原則として平日日中の訪問となりますが、施設により緊急時など時間外の対応が可能な場合もあります(時間外割増料金あり)。

●定期巡回・随時対応型訪問介護看護
市町村が主体の介護保険サービスである「地域密着型サービス」のひとつで、お住まいと同一市町村内にある近くの事業所から、1日に複数回の定期的な訪問や、利用者の要望に応じた随時の訪問も受けることができる24時間365日対応可能型のサービスです。
要介護1~5に認定された方が利用することができます。
サービス回数にかかわらず月ごとの費用が定額なので、頻繁な訪問対応が必要な場合でも費用負担が増える心配がありません。

●看護小規模多機能型居宅介護〈複合型サービス〉
同じく「地域密着型サービス」のひとつで、利用者の状況や選択に応じて、訪問・通所・短期入所の3つの介護サービスと訪問看護サービスとを組み合わせて利用することができるサービスです。
医療(看護)的ニーズが高くても、柔軟にさまざまなサービスを活用しながら自宅で暮らし続けたいという方にとっては、自宅から近い1か所の事業所で一体的にすべてのサービスを受けることができ、どのサービスを利用してもスタッフや利用者が共通しているため、意思疎通や交流を図りやすいという利点があります。
こちらも月ごとの費用は定額となっており、要介護1~5に認定された方が利用できます。
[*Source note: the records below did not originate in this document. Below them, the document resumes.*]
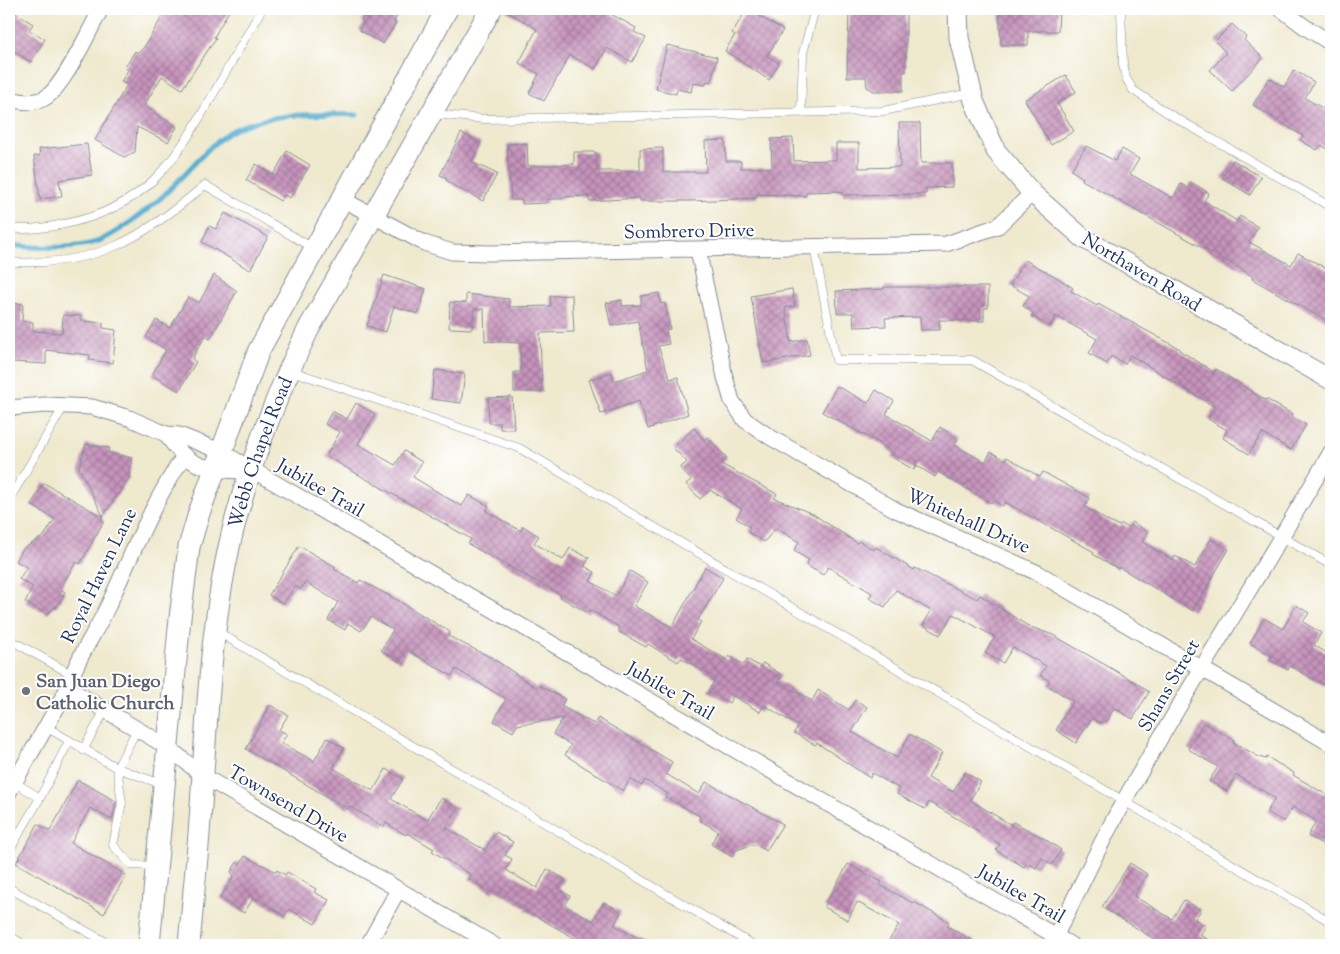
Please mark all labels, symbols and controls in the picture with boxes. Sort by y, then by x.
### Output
street label: Sombrero Drive [623,218,755,247]
street label: Northaven Road [1076,227,1206,320]
street label: Webb Chapel Road [223,373,301,532]
street label: Jubilee Trail [270,453,369,525]
street label: Whitehall Drive [902,483,1034,562]
street label: Royal Haven Lane [56,504,145,648]
street label: Shans Street [1133,634,1208,738]
street label: Jubilee Trail [620,656,719,728]
place label: San Juan Diego Catholic Church [36,669,175,718]
marker: San Juan Diego Catholic Church [20,685,32,697]
street label: Townsend Drive [223,760,353,851]
street label: Jubilee Trail [971,859,1070,931]

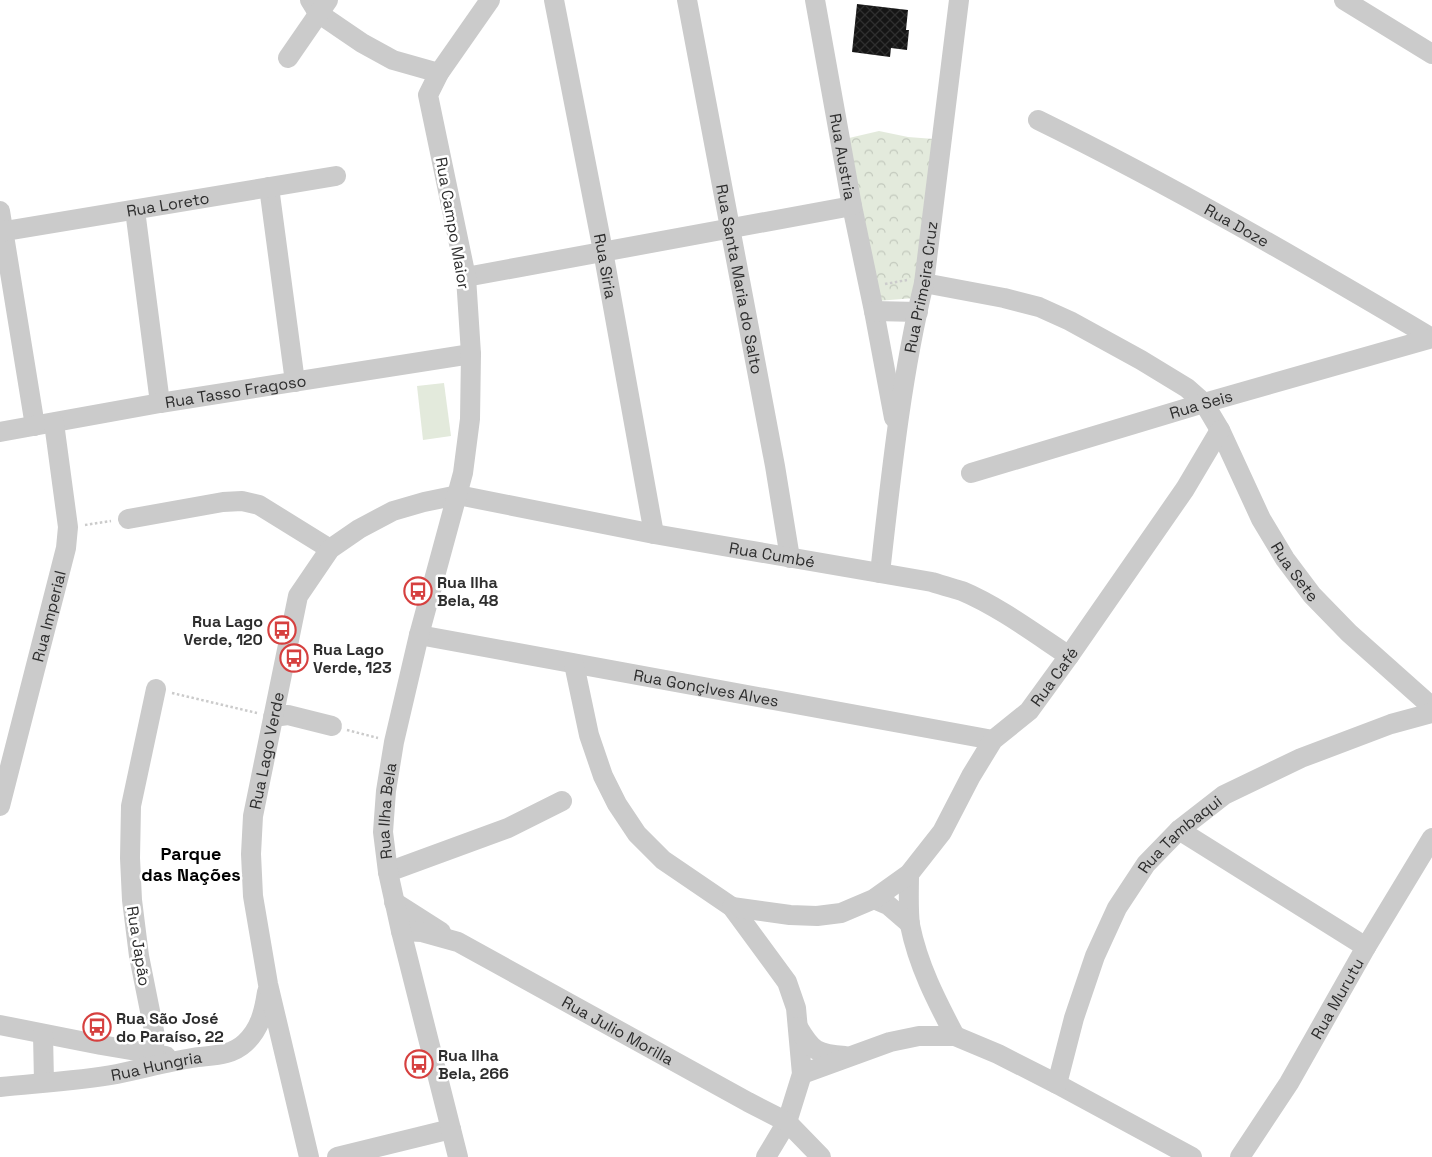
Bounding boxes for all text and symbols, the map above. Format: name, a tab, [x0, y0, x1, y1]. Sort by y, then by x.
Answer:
street label: Rua Austria	[825, 112, 861, 202]
street label: Rua Campo Maior	[431, 155, 474, 291]
street label: Rua Santa Maria do Salto	[711, 182, 767, 376]
street label: Rua Loreto	[125, 187, 211, 222]
street label: Rua Doze	[1201, 199, 1273, 252]
street label: Rua Primeira Cruz	[899, 220, 943, 355]
street label: Rua Siria	[589, 232, 621, 301]
street label: Rua Tasso Fragoso	[163, 370, 308, 413]
street label: Rua Seis	[1167, 385, 1235, 424]
street label: Rua Cumbé	[727, 537, 817, 573]
street label: Rua Sete	[1266, 538, 1323, 606]
street label: Rua Imperial	[27, 568, 71, 664]
place label: Rua Ilha Bela, 48	[437, 572, 499, 611]
bus stop icon: Rua Ilha Bela, 48	[403, 576, 433, 606]
place label: Rua Lago Verde, 120	[184, 611, 263, 650]
bus stop icon: Rua Lago Verde, 120	[267, 615, 297, 645]
place label: Rua Lago Verde, 123	[313, 639, 392, 678]
bus stop icon: Rua Lago Verde, 123	[279, 643, 309, 673]
street label: Rua Café	[1026, 643, 1083, 711]
street label: Rua Gonçlves Alves	[632, 664, 781, 712]
street label: Rua Lago Verde	[245, 690, 289, 811]
street label: Rua Ilha Bela	[373, 761, 401, 861]
street label: Rua Tambaqui	[1133, 791, 1226, 877]
district label: Parque das Nações	[141, 842, 241, 886]
street label: Rua Japão	[122, 905, 155, 988]
street label: Rua Murutu	[1306, 954, 1369, 1043]
street label: Rua Julio Morilla	[558, 991, 677, 1070]
place label: Rua São José do Paraíso, 22	[116, 1008, 224, 1047]
bus stop icon: Rua São José do Paraíso, 22	[82, 1012, 112, 1042]
place label: Rua Ilha Bela, 266	[438, 1045, 509, 1084]
street label: Rua Hungria	[109, 1047, 203, 1086]
bus stop icon: Rua Ilha Bela, 266	[404, 1049, 434, 1079]

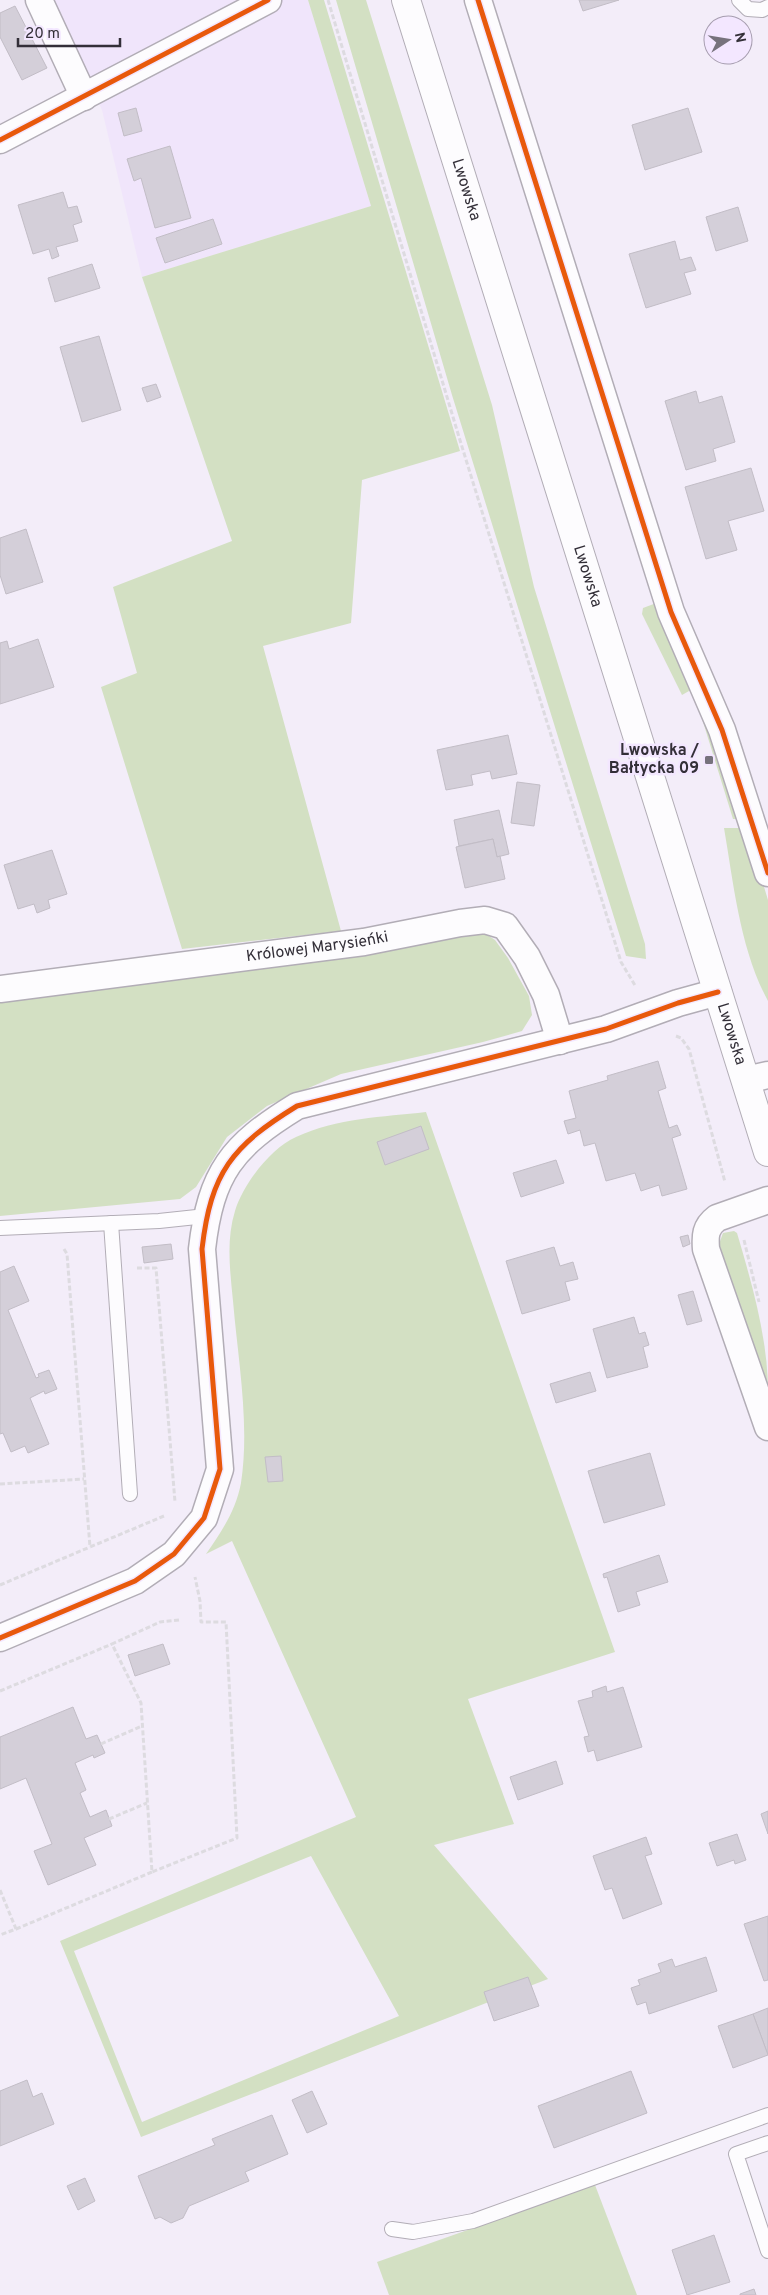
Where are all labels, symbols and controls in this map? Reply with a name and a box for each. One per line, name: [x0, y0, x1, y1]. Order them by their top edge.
scale bar: [18, 15, 120, 47]
north arrow: [703, 15, 753, 65]
text: 20 m: [25, 25, 60, 44]
text: N: [730, 31, 749, 44]
street label: Lwowska: [447, 156, 485, 223]
street label: Lwowska: [568, 543, 606, 610]
place label: Lwowska / Bałtycka 09: [609, 741, 700, 779]
marker: Lwowska / Bałtycka 09: [703, 754, 715, 766]
street label: Królowej Marysieńki: [245, 927, 390, 967]
street label: Lwowska: [712, 1001, 750, 1068]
以上のように、医療的ニーズのある要介護の方が住み慣れた自宅で暮らし続けるために、訪問看護はなくてはならないサービスのひとつとなっています。
医療と介護にまたがるサービスであるため、保険の適用をはじめ、やや複雑な部分もあって利用するのにハードルが高く感じられるかもしれませんが、医療と介護の連携の取り組みも進んでいますので、主治医やケアマネジャーなどと相談しながら、それぞれのニーズに合ったサービスを選択し利用していくと良いでしょう。